Por Luciane Recieri, para Desacato.info.
Havia prometido um conto, me esqueci. Ela veio me lembrar ontem, depois de tantos anos nos falando quase todos os dias. É. Ontem ficou umas horas na minha frente com aqueles olhões de musa dos anos 20 e eu debruçada no livrão dos anos 30. Ficou achando maçante o meu trabalho e perguntando com ansiedade própria helenística como aguentava e eu dizia tenho-paciência-de-Jó.
É Helena. Tenho. Tenho tido todas as coisas em poucas horas, em poucos anos. Queria que me perdoasse pelas ausências palavrísticas. Pelas ausências de abraço e até de sentares aos lados. Uma coisa que sempre me pôs louca é não ter tempo. Ah, mas o Weber explicou. A gente vai se rendendo e sendo ou não sendo. Hoje cedo era escuro ainda. Um frio dos diabos e eu olhei a cara do tempo e quase desisti de levantar e tomar banho e me encher de roupa e sair na rua. Mas, sabe? Ando imitando o otimista. A gente sofre menos. Sempre fiz papel de. Então, ando fazendo.
E acho pouco qualquer sacrifício. Vou te explicar a vida com reticências, Helena… Se a gente tiver a sorte de envelhecer juntas, vou te contando, mas tenho pena de vocês porque sacam muito do mundo. Eu, quando era você, acreditava em revoluções triunfantes, em grandes amores, em coisas pra sempre. Você foi picada por um realismo absurdo! Ah… queria fazer um conto bonito pra você, mas não vejo cor. É a menina monocromática. Tudo que disser vai ficar lugar comum e lugar comum é apertado pra você. Daí imagino uma caixa com hibiscos e aquele plástico na frente te protegendo. Você lá dentro com um vestidinho estampado.

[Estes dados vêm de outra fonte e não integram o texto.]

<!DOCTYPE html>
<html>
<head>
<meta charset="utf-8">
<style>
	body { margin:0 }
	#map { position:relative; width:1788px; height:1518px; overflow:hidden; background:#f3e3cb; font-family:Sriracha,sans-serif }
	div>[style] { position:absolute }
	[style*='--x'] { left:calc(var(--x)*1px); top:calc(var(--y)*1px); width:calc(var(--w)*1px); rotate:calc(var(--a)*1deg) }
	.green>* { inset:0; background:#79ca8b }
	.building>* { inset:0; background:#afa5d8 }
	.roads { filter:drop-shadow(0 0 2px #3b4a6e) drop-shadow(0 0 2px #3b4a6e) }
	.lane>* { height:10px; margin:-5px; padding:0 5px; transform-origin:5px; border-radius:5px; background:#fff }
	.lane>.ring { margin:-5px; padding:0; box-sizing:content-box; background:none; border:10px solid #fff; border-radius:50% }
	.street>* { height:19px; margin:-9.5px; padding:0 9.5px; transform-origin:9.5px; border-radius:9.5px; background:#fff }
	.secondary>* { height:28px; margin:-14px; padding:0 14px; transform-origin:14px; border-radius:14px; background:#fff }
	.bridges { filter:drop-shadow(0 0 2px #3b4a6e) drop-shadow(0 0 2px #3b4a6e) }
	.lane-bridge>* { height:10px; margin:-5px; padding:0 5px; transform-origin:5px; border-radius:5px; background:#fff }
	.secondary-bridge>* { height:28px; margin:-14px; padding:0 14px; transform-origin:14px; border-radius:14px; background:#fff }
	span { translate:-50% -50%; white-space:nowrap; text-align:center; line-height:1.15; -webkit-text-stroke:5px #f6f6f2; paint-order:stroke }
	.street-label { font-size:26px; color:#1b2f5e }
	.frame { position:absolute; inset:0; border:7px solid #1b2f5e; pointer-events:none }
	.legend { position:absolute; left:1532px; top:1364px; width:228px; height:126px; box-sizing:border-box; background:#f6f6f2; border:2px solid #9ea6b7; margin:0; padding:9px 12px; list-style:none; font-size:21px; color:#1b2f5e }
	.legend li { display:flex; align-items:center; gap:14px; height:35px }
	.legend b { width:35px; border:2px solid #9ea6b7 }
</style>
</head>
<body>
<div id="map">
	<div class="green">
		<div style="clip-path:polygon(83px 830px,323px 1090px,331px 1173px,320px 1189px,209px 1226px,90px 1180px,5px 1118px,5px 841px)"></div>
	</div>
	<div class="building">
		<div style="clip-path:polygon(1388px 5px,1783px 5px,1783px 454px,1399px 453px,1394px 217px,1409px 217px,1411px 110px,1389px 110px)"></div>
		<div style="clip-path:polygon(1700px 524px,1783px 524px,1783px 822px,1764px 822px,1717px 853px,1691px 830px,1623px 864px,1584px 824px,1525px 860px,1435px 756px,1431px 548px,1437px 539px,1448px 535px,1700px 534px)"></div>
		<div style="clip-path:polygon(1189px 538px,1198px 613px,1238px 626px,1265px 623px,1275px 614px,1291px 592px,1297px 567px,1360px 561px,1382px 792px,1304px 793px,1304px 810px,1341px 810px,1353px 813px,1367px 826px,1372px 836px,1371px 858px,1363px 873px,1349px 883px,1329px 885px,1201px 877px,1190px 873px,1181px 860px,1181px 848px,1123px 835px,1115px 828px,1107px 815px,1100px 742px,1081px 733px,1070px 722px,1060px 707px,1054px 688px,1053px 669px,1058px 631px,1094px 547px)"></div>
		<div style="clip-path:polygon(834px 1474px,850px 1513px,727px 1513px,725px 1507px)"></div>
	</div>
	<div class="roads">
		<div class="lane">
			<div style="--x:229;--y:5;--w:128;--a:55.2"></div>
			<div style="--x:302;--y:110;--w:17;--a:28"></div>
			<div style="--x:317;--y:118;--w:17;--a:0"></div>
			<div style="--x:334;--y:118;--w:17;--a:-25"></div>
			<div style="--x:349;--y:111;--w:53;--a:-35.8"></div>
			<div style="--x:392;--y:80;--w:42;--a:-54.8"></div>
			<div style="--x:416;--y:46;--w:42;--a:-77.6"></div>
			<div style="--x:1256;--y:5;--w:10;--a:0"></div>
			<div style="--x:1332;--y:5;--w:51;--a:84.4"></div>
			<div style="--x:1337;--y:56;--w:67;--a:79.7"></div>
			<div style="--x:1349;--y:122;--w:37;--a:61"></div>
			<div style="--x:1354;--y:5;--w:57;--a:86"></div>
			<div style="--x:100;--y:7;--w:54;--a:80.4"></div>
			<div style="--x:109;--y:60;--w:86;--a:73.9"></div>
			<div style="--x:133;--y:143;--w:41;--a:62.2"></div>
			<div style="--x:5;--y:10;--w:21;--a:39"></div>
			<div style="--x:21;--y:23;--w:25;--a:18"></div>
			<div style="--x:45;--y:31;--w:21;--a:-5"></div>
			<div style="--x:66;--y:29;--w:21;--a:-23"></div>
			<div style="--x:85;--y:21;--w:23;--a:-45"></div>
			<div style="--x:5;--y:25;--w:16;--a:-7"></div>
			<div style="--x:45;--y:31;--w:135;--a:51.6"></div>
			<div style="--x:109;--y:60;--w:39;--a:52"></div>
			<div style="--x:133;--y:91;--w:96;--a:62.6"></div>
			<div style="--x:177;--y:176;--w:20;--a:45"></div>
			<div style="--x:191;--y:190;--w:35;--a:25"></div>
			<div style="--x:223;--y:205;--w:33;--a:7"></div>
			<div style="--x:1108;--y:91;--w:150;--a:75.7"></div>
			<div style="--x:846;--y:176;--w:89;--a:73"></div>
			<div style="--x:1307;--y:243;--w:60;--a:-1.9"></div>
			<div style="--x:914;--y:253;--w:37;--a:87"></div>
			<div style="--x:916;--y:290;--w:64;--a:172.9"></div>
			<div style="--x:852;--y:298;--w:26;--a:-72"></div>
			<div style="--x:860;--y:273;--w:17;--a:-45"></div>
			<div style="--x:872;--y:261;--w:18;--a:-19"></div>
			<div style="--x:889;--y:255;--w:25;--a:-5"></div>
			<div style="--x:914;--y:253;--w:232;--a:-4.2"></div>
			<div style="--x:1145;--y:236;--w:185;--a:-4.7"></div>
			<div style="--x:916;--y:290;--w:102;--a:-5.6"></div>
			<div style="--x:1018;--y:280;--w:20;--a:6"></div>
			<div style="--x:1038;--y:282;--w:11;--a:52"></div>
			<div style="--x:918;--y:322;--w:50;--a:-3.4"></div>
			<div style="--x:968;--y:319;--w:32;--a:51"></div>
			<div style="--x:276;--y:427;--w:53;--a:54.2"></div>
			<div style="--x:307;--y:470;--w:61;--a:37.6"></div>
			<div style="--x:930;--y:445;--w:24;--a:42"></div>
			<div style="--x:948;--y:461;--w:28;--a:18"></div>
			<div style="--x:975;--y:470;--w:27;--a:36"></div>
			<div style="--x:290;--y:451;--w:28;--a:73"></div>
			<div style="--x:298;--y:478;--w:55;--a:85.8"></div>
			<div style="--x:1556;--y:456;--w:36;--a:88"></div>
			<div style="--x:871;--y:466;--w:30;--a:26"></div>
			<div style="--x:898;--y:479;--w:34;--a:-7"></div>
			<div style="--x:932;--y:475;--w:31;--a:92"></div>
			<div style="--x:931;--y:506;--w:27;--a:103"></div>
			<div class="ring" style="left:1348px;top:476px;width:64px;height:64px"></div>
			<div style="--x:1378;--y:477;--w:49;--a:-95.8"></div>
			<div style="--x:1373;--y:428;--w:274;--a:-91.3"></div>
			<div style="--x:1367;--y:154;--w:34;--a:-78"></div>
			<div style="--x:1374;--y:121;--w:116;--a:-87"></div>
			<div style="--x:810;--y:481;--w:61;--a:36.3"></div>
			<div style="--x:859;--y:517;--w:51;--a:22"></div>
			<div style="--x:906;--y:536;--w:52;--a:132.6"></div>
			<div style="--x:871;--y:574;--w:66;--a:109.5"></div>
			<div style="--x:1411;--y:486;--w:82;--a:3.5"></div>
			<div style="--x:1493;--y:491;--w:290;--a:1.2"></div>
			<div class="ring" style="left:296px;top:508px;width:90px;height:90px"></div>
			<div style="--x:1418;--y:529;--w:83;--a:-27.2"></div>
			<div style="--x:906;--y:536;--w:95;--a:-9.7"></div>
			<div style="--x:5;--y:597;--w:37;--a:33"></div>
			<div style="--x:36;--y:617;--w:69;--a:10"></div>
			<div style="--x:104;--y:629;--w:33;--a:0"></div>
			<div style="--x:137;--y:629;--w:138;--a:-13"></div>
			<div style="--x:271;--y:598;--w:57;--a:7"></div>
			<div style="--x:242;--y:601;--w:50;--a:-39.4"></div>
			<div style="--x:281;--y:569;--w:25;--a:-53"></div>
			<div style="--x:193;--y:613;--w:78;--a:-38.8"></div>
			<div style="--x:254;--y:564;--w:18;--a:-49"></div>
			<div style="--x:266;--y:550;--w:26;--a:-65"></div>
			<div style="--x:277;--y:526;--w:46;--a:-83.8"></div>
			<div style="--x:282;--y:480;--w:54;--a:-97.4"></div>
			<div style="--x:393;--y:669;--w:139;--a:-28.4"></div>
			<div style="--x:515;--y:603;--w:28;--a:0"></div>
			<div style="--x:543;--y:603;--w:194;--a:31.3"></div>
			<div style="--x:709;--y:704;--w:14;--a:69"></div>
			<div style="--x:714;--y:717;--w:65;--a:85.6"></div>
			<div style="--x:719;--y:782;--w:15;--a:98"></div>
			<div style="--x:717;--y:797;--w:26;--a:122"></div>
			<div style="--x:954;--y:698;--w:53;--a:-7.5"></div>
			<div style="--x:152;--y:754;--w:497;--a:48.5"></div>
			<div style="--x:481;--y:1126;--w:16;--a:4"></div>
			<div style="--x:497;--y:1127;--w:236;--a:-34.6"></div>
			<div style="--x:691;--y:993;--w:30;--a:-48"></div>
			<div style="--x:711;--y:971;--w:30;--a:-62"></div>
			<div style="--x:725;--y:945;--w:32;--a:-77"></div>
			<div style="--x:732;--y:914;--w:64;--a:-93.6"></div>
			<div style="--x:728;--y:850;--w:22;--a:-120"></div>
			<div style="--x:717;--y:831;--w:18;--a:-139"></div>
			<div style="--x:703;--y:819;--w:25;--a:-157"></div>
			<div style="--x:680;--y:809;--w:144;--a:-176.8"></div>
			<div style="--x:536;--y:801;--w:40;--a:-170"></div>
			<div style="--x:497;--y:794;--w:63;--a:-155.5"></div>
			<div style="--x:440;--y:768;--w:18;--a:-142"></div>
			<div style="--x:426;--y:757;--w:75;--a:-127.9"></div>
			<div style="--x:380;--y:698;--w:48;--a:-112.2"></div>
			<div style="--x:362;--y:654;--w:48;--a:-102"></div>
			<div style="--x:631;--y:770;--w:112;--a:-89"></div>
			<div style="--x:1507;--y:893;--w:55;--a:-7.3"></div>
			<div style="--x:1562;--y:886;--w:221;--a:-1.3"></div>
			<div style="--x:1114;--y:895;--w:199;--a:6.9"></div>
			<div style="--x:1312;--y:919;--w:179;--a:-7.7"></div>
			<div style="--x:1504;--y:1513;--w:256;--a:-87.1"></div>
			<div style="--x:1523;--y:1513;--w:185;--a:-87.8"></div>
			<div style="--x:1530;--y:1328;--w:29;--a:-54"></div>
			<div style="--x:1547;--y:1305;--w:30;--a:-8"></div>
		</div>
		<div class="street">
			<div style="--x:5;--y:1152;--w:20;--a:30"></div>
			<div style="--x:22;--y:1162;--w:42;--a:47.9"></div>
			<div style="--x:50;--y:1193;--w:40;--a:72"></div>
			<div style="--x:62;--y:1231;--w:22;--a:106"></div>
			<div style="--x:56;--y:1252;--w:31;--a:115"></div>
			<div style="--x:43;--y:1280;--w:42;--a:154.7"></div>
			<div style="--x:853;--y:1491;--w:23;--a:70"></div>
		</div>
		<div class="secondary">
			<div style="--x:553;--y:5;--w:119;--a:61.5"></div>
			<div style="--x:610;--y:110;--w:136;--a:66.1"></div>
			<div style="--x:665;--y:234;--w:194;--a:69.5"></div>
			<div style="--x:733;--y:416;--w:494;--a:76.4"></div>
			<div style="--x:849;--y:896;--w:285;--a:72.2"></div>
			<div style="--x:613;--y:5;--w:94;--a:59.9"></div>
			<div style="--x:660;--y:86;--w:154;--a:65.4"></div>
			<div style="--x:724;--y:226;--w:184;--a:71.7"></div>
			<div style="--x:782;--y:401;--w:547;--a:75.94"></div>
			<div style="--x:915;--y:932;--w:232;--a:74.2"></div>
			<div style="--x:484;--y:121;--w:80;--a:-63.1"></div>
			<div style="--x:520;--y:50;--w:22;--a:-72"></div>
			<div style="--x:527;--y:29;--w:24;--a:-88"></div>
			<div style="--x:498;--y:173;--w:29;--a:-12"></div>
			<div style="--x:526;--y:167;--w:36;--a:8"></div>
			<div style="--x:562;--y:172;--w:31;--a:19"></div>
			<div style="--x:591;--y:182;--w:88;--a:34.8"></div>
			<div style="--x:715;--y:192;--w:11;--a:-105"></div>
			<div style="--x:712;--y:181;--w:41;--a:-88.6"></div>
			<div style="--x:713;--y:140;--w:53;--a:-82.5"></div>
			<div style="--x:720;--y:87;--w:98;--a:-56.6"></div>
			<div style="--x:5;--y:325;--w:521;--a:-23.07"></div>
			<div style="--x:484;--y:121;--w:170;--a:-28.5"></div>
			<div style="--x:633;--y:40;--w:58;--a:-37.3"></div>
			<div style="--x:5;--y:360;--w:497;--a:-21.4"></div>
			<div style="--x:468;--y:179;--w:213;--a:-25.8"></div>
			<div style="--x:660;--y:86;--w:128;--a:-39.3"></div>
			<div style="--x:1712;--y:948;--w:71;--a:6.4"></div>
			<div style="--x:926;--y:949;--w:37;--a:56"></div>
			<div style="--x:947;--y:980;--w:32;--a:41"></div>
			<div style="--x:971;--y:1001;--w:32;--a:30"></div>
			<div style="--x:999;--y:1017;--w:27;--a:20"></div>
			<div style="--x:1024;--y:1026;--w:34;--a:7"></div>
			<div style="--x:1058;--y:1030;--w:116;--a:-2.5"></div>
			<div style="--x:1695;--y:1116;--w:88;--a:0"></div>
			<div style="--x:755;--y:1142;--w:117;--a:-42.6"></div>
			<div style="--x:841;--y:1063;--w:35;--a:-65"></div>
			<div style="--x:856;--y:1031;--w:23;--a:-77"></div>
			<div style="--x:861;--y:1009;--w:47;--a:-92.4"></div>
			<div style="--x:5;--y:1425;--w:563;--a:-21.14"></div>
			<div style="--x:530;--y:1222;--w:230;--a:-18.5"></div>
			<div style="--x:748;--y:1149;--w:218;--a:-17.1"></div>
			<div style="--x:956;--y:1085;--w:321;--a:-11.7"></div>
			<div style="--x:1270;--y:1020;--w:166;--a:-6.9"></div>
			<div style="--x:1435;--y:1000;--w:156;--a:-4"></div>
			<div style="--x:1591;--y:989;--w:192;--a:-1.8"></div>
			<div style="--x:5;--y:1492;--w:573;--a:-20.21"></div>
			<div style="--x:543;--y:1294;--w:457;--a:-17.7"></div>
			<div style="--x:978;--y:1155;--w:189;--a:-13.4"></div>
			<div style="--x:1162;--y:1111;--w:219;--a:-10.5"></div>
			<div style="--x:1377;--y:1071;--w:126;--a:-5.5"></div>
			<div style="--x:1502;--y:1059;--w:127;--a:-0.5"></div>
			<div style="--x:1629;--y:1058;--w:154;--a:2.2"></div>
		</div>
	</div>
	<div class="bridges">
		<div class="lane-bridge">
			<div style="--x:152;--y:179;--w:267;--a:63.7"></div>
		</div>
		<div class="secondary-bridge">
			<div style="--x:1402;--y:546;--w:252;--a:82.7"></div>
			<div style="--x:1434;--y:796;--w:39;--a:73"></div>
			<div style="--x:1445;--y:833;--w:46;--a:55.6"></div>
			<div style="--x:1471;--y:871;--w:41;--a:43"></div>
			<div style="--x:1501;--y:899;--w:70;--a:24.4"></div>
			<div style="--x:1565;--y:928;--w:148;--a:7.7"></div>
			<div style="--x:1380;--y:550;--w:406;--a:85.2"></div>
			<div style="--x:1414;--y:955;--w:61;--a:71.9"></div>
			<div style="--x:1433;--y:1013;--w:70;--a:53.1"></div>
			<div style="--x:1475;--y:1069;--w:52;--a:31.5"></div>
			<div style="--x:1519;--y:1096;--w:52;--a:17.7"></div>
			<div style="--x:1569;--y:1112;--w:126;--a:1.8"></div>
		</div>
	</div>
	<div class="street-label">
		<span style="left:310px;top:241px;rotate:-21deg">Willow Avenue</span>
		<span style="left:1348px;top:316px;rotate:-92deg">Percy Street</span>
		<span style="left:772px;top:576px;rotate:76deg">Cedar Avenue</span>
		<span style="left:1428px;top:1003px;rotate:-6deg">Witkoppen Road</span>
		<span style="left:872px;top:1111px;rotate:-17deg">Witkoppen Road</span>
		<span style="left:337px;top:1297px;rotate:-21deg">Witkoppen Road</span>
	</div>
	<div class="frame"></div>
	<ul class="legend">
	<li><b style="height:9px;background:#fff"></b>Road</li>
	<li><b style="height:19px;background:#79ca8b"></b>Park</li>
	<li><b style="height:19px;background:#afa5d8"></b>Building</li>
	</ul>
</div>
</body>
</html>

Ah, Helena! Não ia convencer. Ia ficar na prateleira até os cantos da caixa ficarem esfolados e um funcionário besta e metódico pegar uma fita Durex e consertar os cantos. Não ia convencer. E se botasse um vestidinho gris com golinha de guipure, ninguém ia comprar também porque acharia uma boneca esquisita. Logo a gente se alcança Helena. Seremos quase iguais e não importará se não viveu o que vivi. Vai pegar, como eu peguei todas as doenças que vêm vindo desde o 1900. Vai entender de amor como um poeta de 80 entendeu.
Não vou arriscar Helena, tecer um conto pra você. Se gostasse de história infantil, podia botar uns absurdos no meio, daí ficaria mais atraente, não sei. Tenho um conto que não acaba nunca e conto pra Anna desde sempre. O nome? Ah, não ria. É Menino Rato. O Menino Rato é ruivo e anda faz tanto tempo com a gente que até se materializou e engordou. Está quase como eu já, digo, velho. Começou menino e agora é um moço ralado e gordo.
Esses dias fui mais longe na história do Menino Rato porque a Anna cresceu. Se contar todos os segredos dele, vai deixar de ser herói, Helena, então, nunca termino. Você sabe não? Se sabemos muito, todo mundo vira sucata. Não. O Menino Rato será segredo e se deixar, vou criar um continho da Menina Monocromática, mas com vistas de criança. Deixa a gente envelhecer por fora e que guardem a matéria nas caixas. A alma não cabe não Helena. Vou deixar ela solta. Presta não. Presta não. Não presta atenção no tempo, Helena. Deixa ele te comer em silêncio de traça, mas faz que não “tá” vendo.